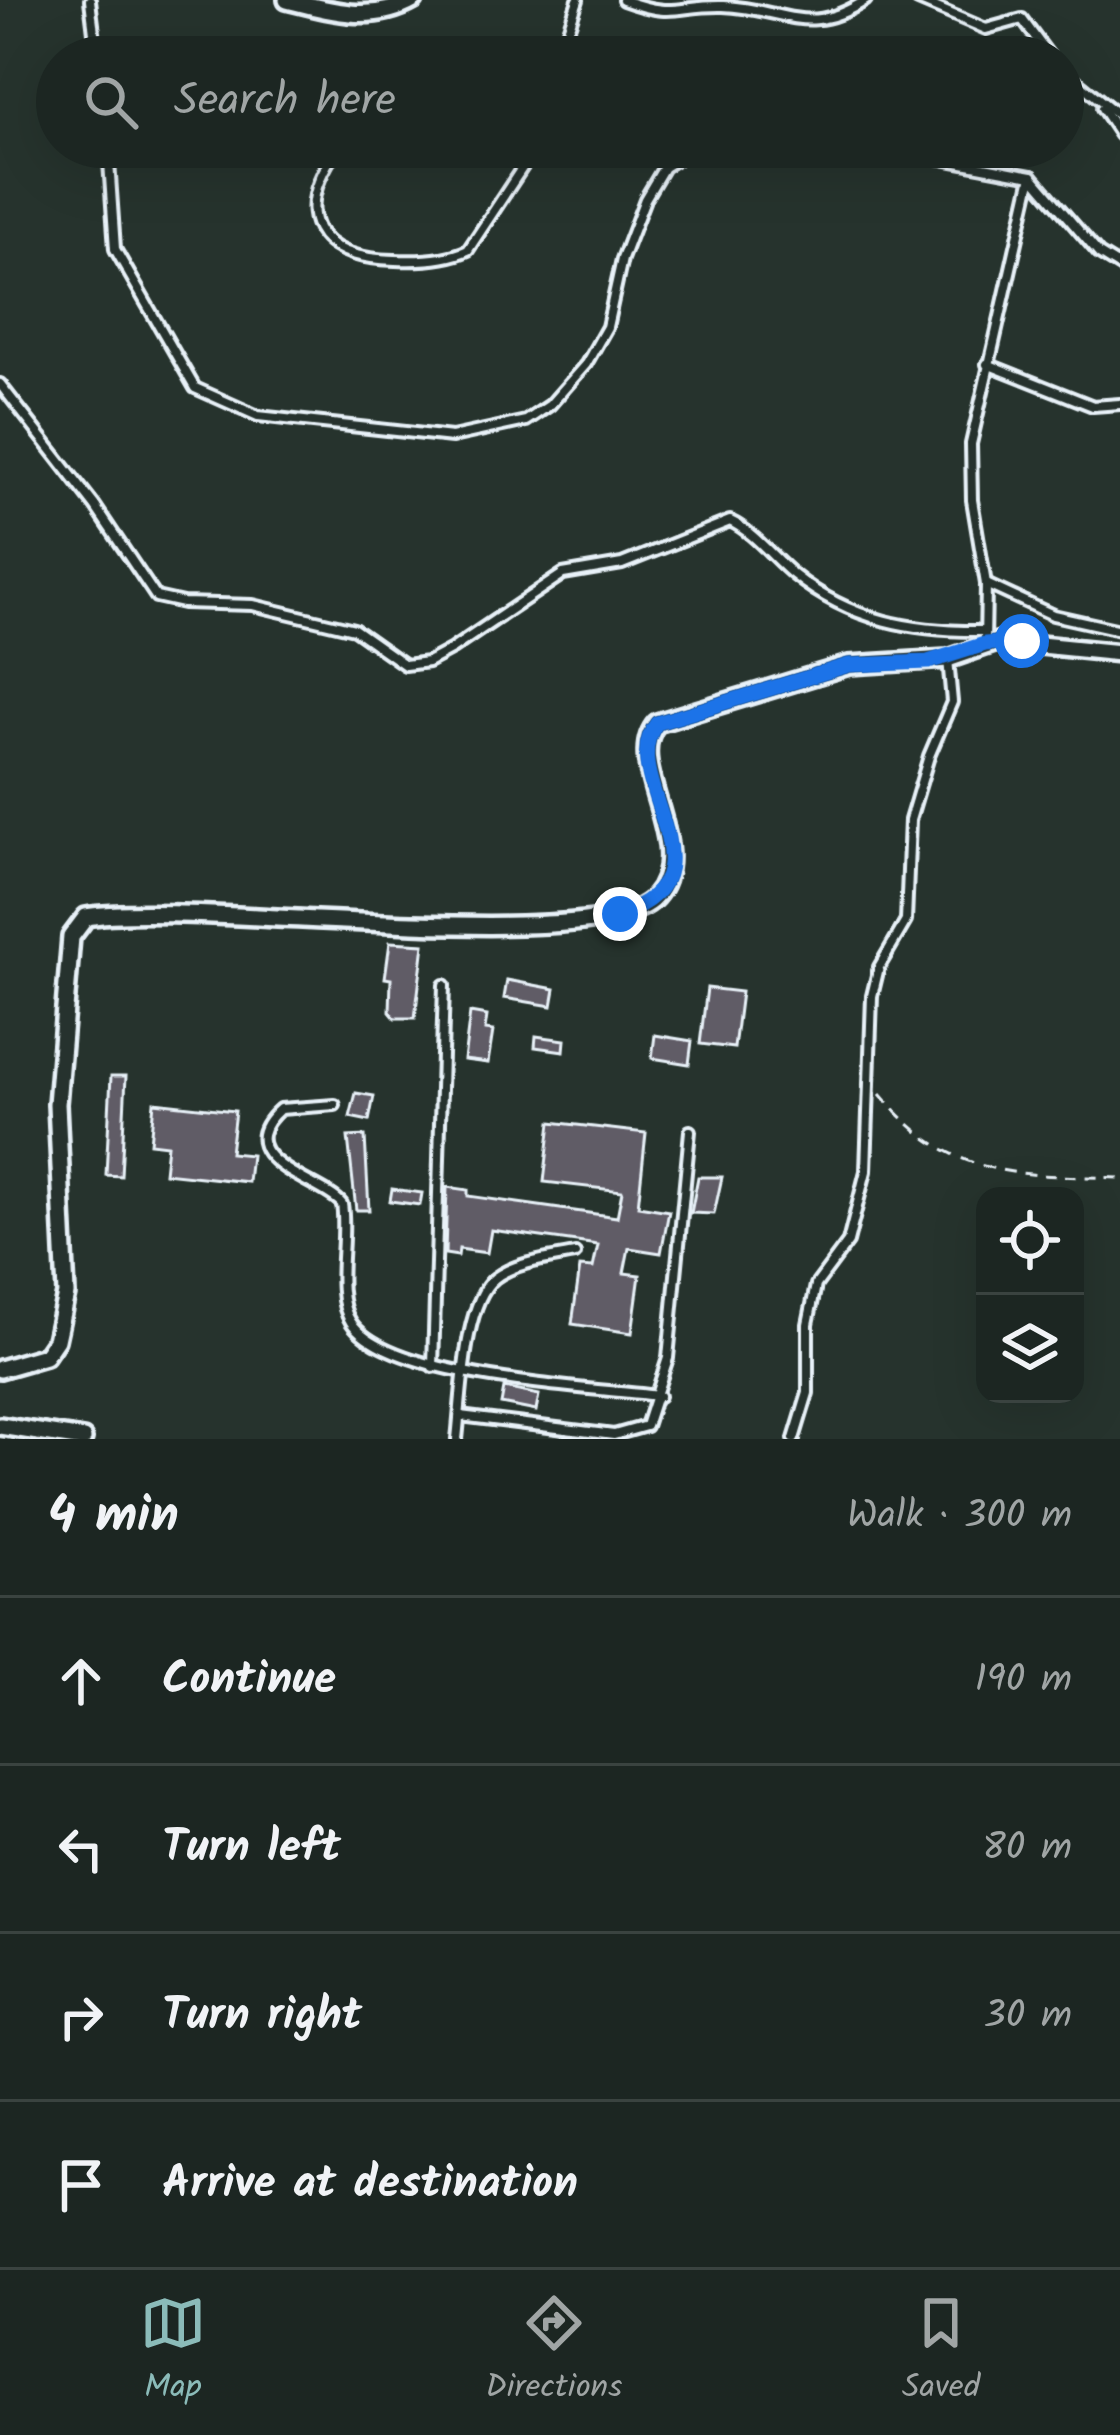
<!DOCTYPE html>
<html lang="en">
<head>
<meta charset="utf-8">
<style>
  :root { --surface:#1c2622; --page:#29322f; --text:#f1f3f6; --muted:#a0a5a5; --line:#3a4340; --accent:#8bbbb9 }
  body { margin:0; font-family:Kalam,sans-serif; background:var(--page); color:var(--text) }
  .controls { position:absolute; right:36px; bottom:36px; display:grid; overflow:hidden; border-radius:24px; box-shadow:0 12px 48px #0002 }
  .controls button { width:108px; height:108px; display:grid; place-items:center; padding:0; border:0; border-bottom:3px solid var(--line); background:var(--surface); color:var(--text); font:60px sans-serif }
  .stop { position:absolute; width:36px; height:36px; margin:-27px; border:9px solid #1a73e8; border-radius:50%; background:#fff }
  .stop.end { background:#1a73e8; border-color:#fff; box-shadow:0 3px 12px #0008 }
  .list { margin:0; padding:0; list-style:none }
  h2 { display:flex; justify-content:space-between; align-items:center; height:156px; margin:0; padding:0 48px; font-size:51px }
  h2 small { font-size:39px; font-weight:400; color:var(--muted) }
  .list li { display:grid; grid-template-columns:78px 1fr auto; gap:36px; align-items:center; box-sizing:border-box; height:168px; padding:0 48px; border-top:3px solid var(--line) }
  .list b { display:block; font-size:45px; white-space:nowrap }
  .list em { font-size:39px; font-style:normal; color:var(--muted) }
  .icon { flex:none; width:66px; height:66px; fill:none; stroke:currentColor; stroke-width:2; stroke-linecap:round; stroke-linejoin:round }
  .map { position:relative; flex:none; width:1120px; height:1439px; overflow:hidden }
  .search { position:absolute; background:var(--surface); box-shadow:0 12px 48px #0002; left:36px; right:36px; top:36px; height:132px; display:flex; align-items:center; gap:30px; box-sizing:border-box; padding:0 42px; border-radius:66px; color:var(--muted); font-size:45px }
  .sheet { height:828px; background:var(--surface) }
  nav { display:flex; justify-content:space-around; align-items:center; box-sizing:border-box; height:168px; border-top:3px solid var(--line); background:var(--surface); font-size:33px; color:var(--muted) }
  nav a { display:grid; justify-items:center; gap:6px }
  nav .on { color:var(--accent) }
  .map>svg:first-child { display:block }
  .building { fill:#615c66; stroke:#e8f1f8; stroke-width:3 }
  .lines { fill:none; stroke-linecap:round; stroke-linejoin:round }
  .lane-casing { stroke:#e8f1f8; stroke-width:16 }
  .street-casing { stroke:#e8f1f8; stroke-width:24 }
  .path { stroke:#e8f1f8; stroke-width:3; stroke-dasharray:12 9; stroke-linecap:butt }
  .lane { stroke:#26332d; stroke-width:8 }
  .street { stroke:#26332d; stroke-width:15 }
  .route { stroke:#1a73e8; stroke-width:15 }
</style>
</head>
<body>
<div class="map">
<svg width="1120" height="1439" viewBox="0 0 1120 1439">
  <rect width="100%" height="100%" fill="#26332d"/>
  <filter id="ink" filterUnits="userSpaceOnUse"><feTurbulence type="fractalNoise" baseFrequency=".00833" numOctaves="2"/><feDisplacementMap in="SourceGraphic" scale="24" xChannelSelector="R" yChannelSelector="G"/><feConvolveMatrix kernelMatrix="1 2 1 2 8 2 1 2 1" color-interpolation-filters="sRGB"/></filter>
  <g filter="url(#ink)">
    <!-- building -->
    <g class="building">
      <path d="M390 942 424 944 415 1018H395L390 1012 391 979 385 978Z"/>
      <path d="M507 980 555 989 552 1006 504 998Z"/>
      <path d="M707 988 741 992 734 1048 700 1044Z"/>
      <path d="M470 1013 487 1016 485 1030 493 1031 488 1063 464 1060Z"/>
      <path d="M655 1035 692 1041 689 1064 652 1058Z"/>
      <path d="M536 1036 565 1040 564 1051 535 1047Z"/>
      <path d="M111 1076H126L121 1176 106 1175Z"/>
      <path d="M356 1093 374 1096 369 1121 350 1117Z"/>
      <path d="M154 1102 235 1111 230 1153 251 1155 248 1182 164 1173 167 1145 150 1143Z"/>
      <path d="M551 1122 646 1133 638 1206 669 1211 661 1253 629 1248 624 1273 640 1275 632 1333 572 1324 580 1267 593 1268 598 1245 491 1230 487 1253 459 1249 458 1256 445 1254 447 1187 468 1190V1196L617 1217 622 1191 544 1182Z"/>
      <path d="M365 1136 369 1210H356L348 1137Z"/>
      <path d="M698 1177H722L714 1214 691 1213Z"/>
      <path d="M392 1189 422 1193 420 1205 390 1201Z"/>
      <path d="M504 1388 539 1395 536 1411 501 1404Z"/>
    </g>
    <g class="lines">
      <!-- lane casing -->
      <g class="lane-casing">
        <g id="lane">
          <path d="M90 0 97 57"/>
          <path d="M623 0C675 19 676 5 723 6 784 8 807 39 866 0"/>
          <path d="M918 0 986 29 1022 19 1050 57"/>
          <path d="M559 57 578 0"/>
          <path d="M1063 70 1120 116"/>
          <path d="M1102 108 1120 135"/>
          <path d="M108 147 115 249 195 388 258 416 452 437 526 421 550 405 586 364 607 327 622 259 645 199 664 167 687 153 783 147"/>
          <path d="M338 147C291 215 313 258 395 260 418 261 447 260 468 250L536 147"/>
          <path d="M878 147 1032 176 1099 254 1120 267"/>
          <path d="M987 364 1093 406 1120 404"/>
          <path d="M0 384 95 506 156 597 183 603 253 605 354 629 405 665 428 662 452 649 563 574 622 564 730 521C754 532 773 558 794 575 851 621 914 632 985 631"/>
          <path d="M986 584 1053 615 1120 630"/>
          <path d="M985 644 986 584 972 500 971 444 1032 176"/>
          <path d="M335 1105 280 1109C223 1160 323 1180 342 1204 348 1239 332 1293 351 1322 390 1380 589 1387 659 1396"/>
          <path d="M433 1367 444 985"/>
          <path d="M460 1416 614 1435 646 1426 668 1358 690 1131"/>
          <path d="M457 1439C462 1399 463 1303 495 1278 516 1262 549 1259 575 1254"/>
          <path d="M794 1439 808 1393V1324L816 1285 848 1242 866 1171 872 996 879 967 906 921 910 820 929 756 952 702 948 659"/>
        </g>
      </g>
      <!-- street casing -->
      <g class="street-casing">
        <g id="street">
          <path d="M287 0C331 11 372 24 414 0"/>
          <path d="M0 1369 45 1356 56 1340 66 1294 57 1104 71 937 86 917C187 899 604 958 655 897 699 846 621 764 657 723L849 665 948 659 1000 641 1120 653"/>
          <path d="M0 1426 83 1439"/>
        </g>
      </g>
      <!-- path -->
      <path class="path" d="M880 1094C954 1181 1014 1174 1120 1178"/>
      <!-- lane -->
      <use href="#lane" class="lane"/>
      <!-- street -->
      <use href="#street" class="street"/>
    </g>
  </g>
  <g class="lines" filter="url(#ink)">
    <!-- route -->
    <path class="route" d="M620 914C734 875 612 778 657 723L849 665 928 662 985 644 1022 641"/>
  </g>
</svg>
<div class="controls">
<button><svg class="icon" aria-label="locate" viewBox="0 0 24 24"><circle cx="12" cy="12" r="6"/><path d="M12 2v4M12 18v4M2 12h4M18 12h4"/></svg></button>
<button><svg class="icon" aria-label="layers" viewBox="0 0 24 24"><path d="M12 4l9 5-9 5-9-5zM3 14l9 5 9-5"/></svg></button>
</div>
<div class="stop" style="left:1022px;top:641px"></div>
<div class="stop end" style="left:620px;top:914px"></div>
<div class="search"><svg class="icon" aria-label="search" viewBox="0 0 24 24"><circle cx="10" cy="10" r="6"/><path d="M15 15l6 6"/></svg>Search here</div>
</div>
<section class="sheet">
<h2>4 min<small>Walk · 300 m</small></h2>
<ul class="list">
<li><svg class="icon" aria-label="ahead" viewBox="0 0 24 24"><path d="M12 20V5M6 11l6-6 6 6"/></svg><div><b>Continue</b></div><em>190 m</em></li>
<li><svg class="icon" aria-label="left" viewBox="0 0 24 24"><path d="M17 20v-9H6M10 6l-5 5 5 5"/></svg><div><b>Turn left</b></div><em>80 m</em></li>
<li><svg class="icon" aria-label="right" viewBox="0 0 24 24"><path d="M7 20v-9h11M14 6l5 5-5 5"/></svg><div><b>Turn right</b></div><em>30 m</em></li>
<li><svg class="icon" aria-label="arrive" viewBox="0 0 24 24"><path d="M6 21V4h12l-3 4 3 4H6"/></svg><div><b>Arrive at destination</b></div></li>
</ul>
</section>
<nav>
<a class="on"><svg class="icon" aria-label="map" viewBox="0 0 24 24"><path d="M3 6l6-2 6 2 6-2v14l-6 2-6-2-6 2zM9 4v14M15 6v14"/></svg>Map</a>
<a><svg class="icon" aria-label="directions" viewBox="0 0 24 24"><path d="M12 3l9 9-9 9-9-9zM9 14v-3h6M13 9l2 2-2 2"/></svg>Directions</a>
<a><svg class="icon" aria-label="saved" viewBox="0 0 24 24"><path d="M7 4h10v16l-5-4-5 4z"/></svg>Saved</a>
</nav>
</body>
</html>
——
What needs to be done =>
Using the records above, set down exactly the lines from the one with "1076H126L121 1176 106" through the one with "1189 422 1193", inclusive, and nothing more.

Response to the exercise =>
      <path d="M111 1076H126L121 1176 106 1175Z"/>
      <path d="M356 1093 374 1096 369 1121 350 1117Z"/>
      <path d="M154 1102 235 1111 230 1153 251 1155 248 1182 164 1173 167 1145 150 1143Z"/>
      <path d="M551 1122 646 1133 638 1206 669 1211 661 1253 629 1248 624 1273 640 1275 632 1333 572 1324 580 1267 593 1268 598 1245 491 1230 487 1253 459 1249 458 1256 445 1254 447 1187 468 1190V1196L617 1217 622 1191 544 1182Z"/>
      <path d="M365 1136 369 1210H356L348 1137Z"/>
      <path d="M698 1177H722L714 1214 691 1213Z"/>
      <path d="M392 1189 422 1193 420 1205 390 1201Z"/>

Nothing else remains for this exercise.